ChecklistBank includes tools that are used for constructing the COL Checklist itself. These tools simplify development and maintenance of a checklist from multiple sources and enable editors to locate duplicate names or incomplete information. Publishing component datasets to ChecklistBank makes it possible for checklists other than the COL Checklist itself (e.g., national or regional species lists) to be constructed, published, and maintained. As COL enhances its own tools (e.g., automating addition of newly published names from the taxonomic journals), these functions will also become available to other users of ChecklistBank.

COL will also build on work by GBIF to integrate DNA-based identifier schemes such as BINs and UNITE identifiers into the hierarchy of the COL Checklist.

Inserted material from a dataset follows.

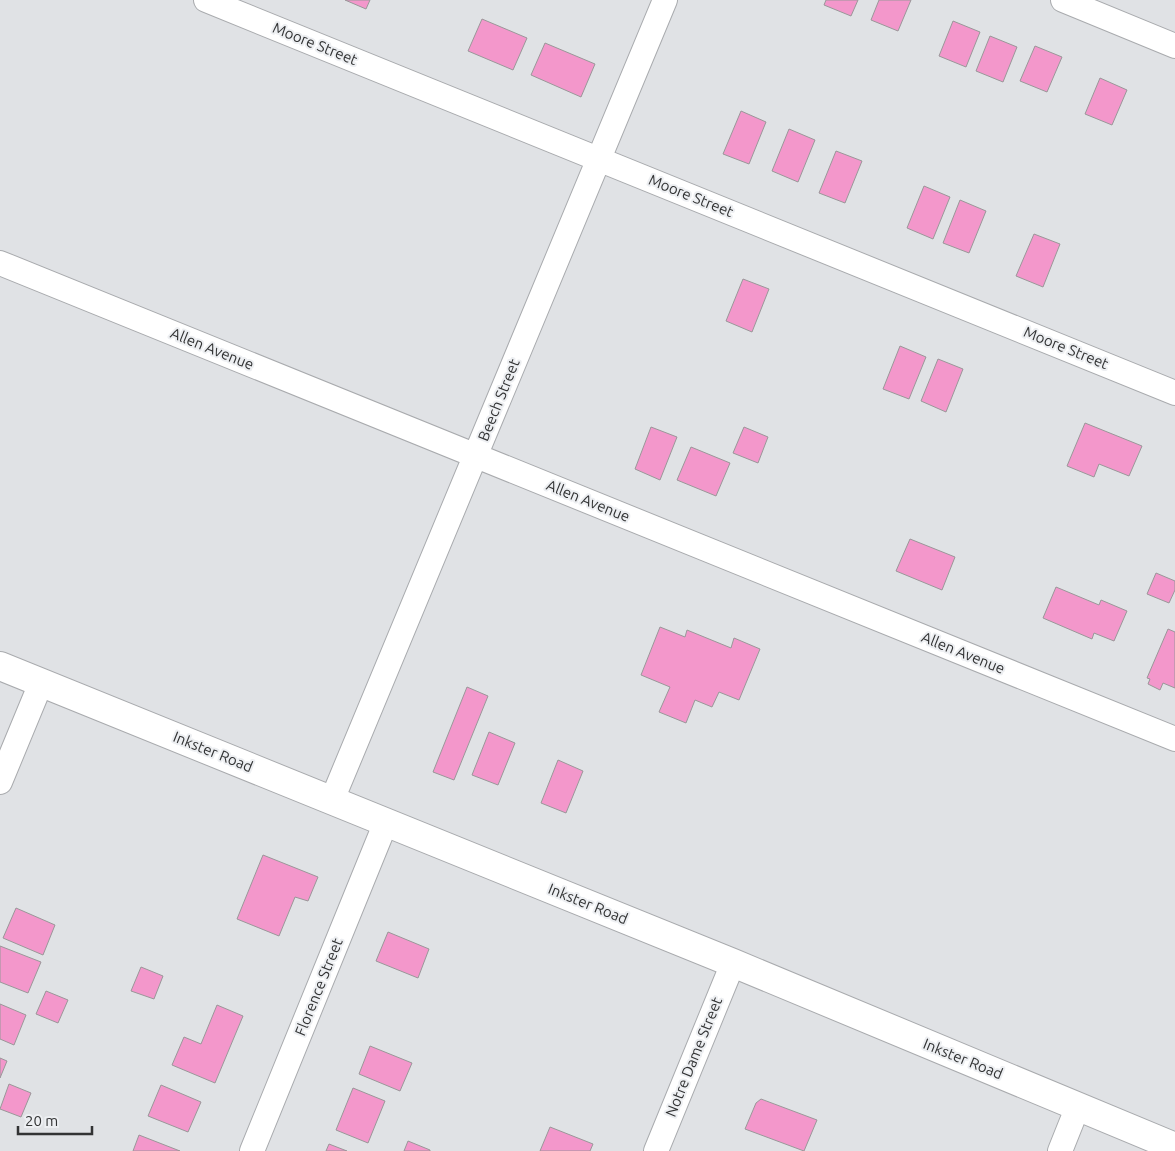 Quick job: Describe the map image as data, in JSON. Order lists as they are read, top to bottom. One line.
{"streets":{"main road":["Inkster Road"],"street":["Moore Street","Allen Avenue","Beech Street","Florence Street","Notre Dame Street"]},"crossings":[["Moore Street","Beech Street"],["Allen Avenue","Beech Street"],["Beech Street","Inkster Road"],["Inkster Road","Florence Street"],["Inkster Road","Notre Dame Street"]],"scale_bar":"20 m"}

This will allow such identifiers to be used intelligently in conjunction with classical Linnaean species nomenclature.

Although the COL Checklist itself represents just the nomenclatural and taxonomic framework for biodiversity information, COL identifiers and services will make it possible to link other information, such as distributional data from GBIF, literature from BHL, and trait information from the Encyclopedia of Life (2019), and other biodiversity information systems such as FishBase (Froese & Pauly, 2021) and SeaLifeBase (Palomares & Pauly, 2021).

Duplication of effort

Efforts to list scientific names and species include the work of taxonomists constructing global, regional, or local catalogues; governments and intergovernmental agencies maintaining lists for conservation, biosecurity, or trade; nomenclators building reference lists of published names; thesauri and vocabularies for cataloguing literature; and data infrastructures seeking to organise other digital information.

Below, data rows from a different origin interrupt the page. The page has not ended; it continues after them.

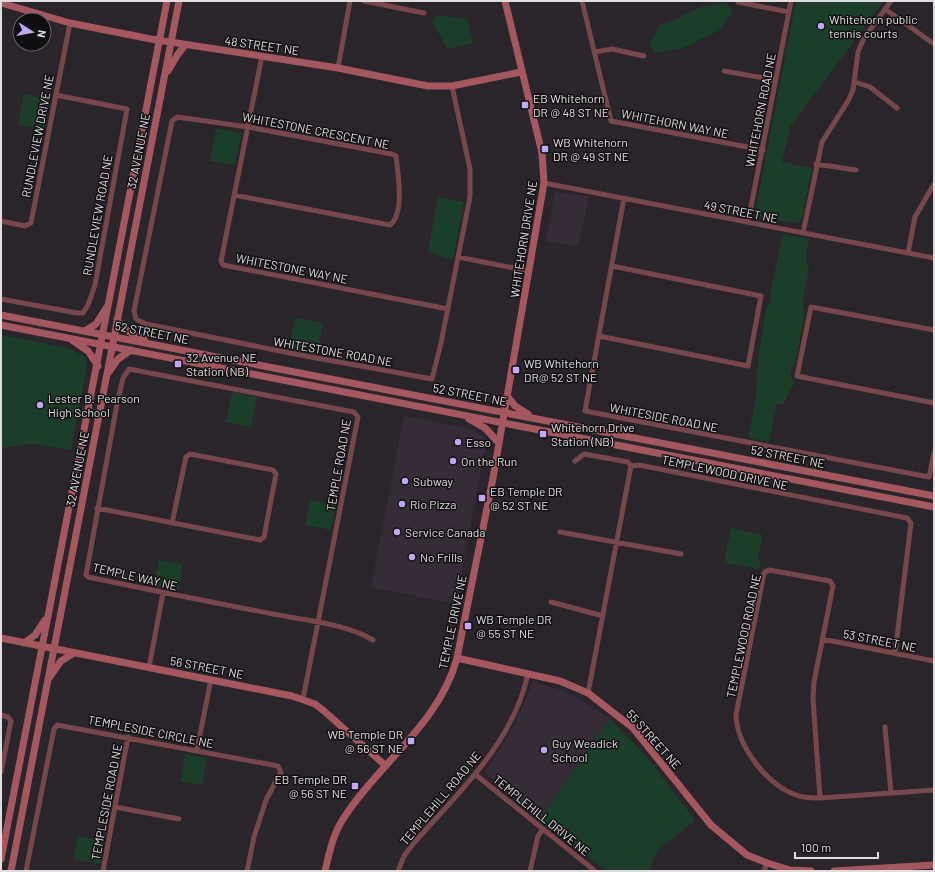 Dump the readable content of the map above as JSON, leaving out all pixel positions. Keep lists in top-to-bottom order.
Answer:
{
  "streets": {
    "main road": [
      "48 STREET NE",
      "32 AVENUE NE",
      "WHITEHORN DRIVE NE",
      "52 STREET NE",
      "TEMPLE DRIVE NE",
      "56 STREET NE",
      "55 STREET NE"
    ],
    "street": [
      "WHITEHORN ROAD NE",
      "WHITEHORN WAY NE",
      "WHITESTONE CRESCENT NE",
      "RUNDLEVIEW DRIVE NE",
      "49 STREET NE",
      "RUNDLEVIEW ROAD NE",
      "WHITESTONE WAY NE",
      "WHITESTONE ROAD NE",
      "WHITESIDE ROAD NE",
      "TEMPLE ROAD NE",
      "TEMPLEWOOD DRIVE NE",
      "TEMPLE WAY NE",
      "TEMPLEWOOD ROAD NE",
      "53 STREET NE",
      "TEMPLESIDE CIRCLE NE",
      "TEMPLEHILL ROAD NE",
      "TEMPLESIDE ROAD NE",
      "TEMPLEHILL DRIVE NE"
    ]
  },
  "crossings": [
    ["48 STREET NE", "RUNDLEVIEW DRIVE NE"],
    ["48 STREET NE", "32 AVENUE NE"],
    ["48 STREET NE", "WHITEHORN DRIVE NE"],
    ["48 STREET NE", "WHITESTONE WAY NE"],
    ["48 STREET NE", "WHITESTONE ROAD NE"],
    ["WHITEHORN ROAD NE", "WHITEHORN WAY NE"],
    ["WHITEHORN ROAD NE", "49 STREET NE"],
    ["WHITESTONE CRESCENT NE", "WHITESTONE WAY NE"],
    ["WHITESTONE CRESCENT NE", "WHITESTONE ROAD NE"],
    ["RUNDLEVIEW DRIVE NE", "RUNDLEVIEW ROAD NE"],
    ["32 AVENUE NE", "52 STREET NE"],
    ["32 AVENUE NE", "56 STREET NE"],
    ["49 STREET NE", "WHITEHORN DRIVE NE"],
    ["49 STREET NE", "WHITESIDE ROAD NE"],
    ["WHITEHORN DRIVE NE", "52 STREET NE"],
    ["WHITEHORN DRIVE NE", "TEMPLE DRIVE NE"],
    ["WHITESTONE WAY NE", "WHITESTONE ROAD NE"],
    ["52 STREET NE", "TEMPLE DRIVE NE"],
    ["TEMPLE ROAD NE", "TEMPLE WAY NE"],
    ["TEMPLE ROAD NE", "56 STREET NE"],
    ["TEMPLEWOOD DRIVE NE", "53 STREET NE"],
    ["TEMPLE DRIVE NE", "56 STREET NE"],
    ["TEMPLE DRIVE NE", "55 STREET NE"],
    ["TEMPLEWOOD ROAD NE", "53 STREET NE"],
    ["TEMPLESIDE CIRCLE NE", "TEMPLESIDE ROAD NE"],
    ["55 STREET NE", "TEMPLEHILL ROAD NE"],
    ["TEMPLEHILL ROAD NE", "TEMPLEHILL DRIVE NE"]
  ],
  "places": {
    "other": [
      "Whitehorn public tennis courts",
      "Lester B. Pearson High School",
      "Esso",
      "On the Run",
      "Subway",
      "Rio Pizza",
      "Service Canada",
      "No Frills",
      "Guy Weadick School"
    ],
    "transit": [
      "EB Whitehorn DR @ 48 ST NE",
      "WB Whitehorn DR @ 49 ST NE",
      "32 Avenue NE Station (NB)",
      "WB Whitehorn DR@ 52 ST NE",
      "Whitehorn Drive Station (NB)",
      "EB Temple DR @ 52 ST NE",
      "WB Temple DR @ 55 ST NE",
      "WB Temple DR @ 56 ST NE",
      "EB Temple DR @ 56 ST NE"
    ]
  },
  "scale_bar": "100 m",
  "north": "right"
}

There is significant duplication of effort across these parties. Basic information on published names may be transcribed, verified, and databased by each initiative. Taxonomists may contribute both to national information systems and to global checklist datasets. There is significant scope for streamlining this activity, in particular by ensuring that each new nomenclatural act is captured once and shared in a structured digital format with all who need the information. Increasingly publishers such as Pensoft and aggregators such as Plazi (2017) are delivering streams of updates that fulfil this need. An integrated approach is required to accelerate access and uptake of these data.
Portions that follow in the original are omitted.